Des conditions difficiles
Pour faire passer le temps, "on parle de tout", autant du drame que "de la famille ou du boulot", a encore confié l'adjudant. Avec des températures négatives (cette nuit, "les flaques d'eau avaient gelé, et un bout du ruisseau aussi" raconte Philippe Thomy), les hommes se sont fait un feu pour se réchauffer. Ils ont aussi dans leurs affaires un sac de couchage, un sursac pour les périodes de repos, et un fusil à pompe, dont ils ne précisent pas l'usage.
Avec les visions nocturnes [des jumelles spécialement adaptées], on aperçoit des vêtements, des débris, et on s'imagine un peu la scène, on se représente le scénario, par où est arrivé l'avion... C'est pas anodin.

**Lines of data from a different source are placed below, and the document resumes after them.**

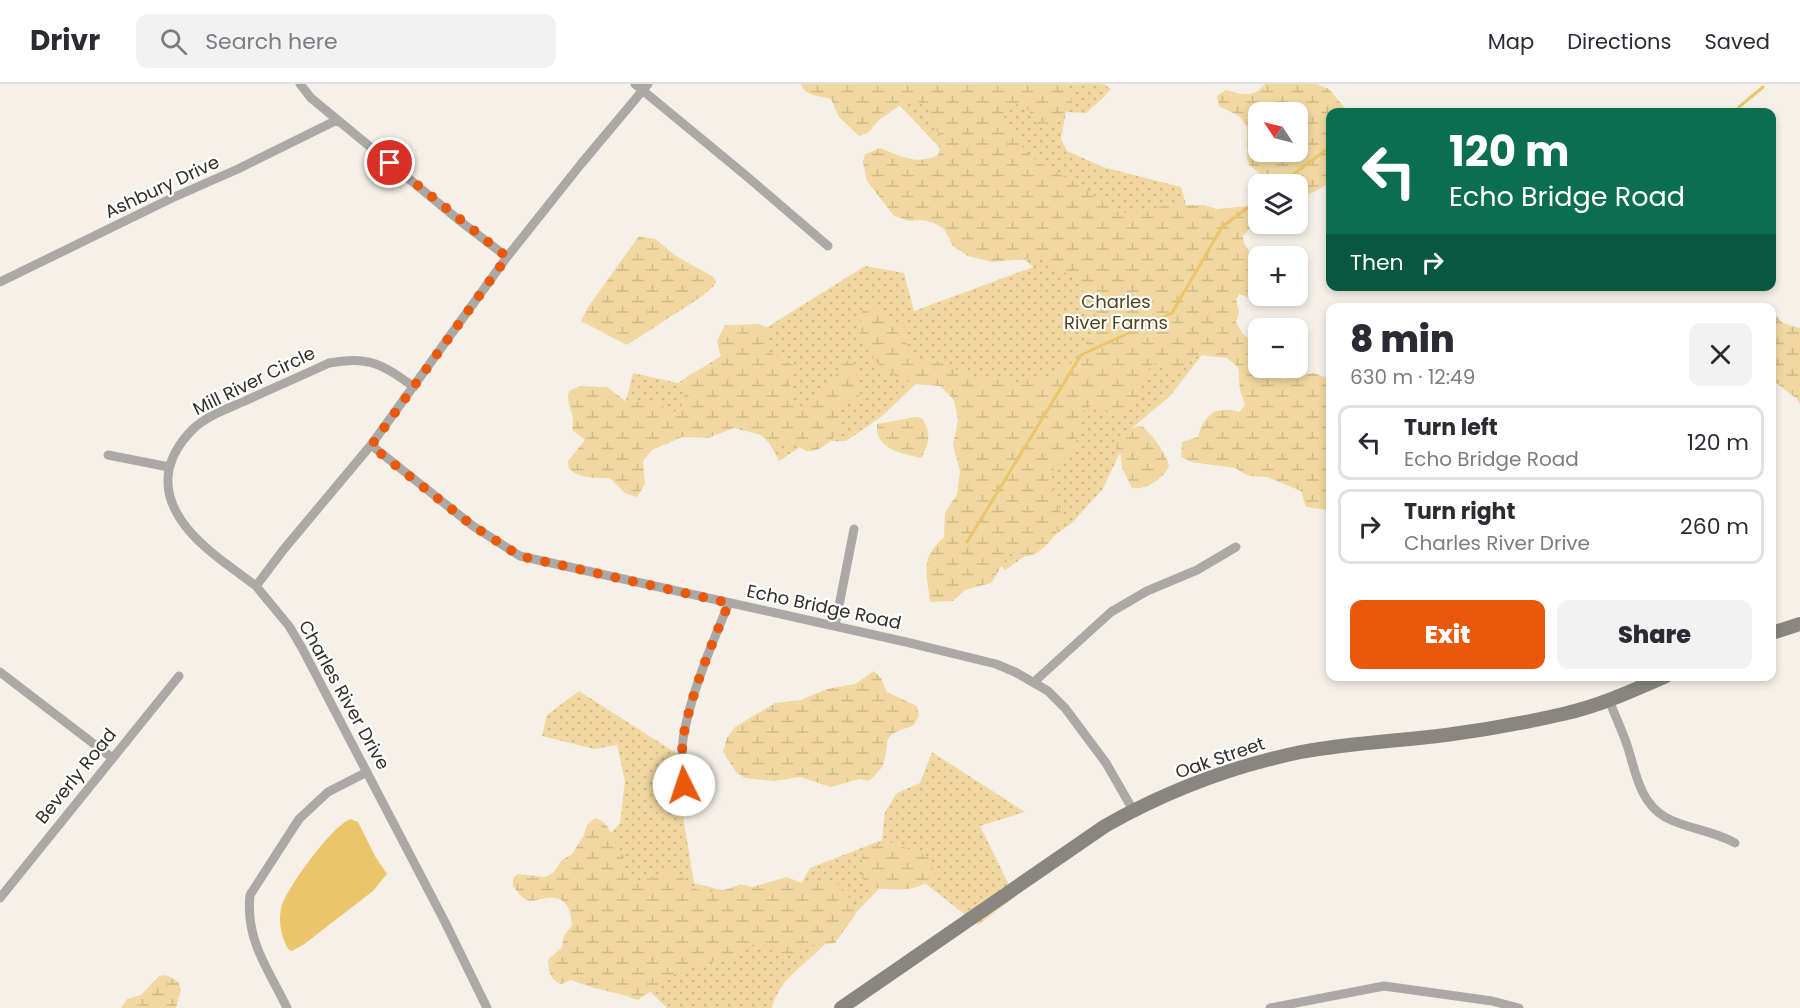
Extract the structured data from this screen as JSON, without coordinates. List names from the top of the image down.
{
  "streets": {
    "main road": ["Oak Street"],
    "street": [
      "Ashbury Drive",
      "Mill River Circle",
      "Echo Bridge Road",
      "Charles River Drive",
      "Beverly Road"
    ]
  },
  "crossings": [
    ["Echo Bridge Road", "Oak Street"]
  ],
  "parks": ["Charles River Farms"],
  "north": "top left",
  "page": {
    "header": "Drivr",
    "search": "Search here",
    "nav": ["Map", "Directions", "Saved"],
    "map_buttons": ["+", "−"],
    "turn": ["120 m", "Echo Bridge Road"],
    "then": "Then",
    "heading": ["8 min", "630 m · 12:49"],
    "list": [
      {
        "name": "Turn left",
        "note": "Echo Bridge Road",
        "value": "120 m"
      },
      {
        "name": "Turn right",
        "note": "Charles River Drive",
        "value": "260 m"
      }
    ],
    "buttons": ["Exit", "Share"]
  }
}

Les projecteurs installés sur le site du crash permettent aux gendarmes chargés de cette mission délicate d'avoir un œil sur l'endroit, ils sont également équipés de lampes frontales et de jumelles "intensificateurs de lumière".Pour le reste, ils peuvent compter sur le ciel étoilé la lune, la nature et le silence, parfois brutalement interrompu. "C'est plein de branches cassées... Le moindre bruit résonne là-haut", explique l'adjudant Thomy. Comme dans un temple, à flanc de montagne.